# [WORK TO COMPLETE]
Only a number is required: how many lines of the material contain the string "Kensington".
(DATA SUPPLIED Opens)
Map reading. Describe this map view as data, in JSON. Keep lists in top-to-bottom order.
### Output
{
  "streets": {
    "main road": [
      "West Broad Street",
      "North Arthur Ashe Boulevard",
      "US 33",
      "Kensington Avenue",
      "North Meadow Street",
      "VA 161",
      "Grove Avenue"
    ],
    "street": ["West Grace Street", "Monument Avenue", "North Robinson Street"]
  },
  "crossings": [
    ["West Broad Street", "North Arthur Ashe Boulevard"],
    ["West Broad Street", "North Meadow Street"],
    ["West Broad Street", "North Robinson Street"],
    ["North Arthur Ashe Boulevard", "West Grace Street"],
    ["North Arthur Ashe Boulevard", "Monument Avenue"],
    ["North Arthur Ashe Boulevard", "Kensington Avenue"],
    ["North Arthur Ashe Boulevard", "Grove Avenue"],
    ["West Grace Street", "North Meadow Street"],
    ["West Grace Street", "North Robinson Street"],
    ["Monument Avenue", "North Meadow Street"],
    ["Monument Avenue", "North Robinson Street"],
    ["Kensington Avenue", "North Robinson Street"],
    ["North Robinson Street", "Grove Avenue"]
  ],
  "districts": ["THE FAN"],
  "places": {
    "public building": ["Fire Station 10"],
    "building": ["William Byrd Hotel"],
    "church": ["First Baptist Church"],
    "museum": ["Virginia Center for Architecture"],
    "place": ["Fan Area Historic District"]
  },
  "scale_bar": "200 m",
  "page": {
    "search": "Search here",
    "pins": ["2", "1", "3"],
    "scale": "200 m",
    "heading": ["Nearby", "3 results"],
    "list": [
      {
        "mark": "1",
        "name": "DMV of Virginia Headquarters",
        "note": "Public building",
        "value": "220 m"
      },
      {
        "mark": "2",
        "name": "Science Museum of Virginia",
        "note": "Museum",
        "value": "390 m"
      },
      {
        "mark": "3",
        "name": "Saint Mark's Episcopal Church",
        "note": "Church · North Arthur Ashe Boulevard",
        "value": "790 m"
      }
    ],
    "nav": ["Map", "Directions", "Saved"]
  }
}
(DATA SUPPLIED Closes)
# [RESPONSE TO THE EXERCISE]
3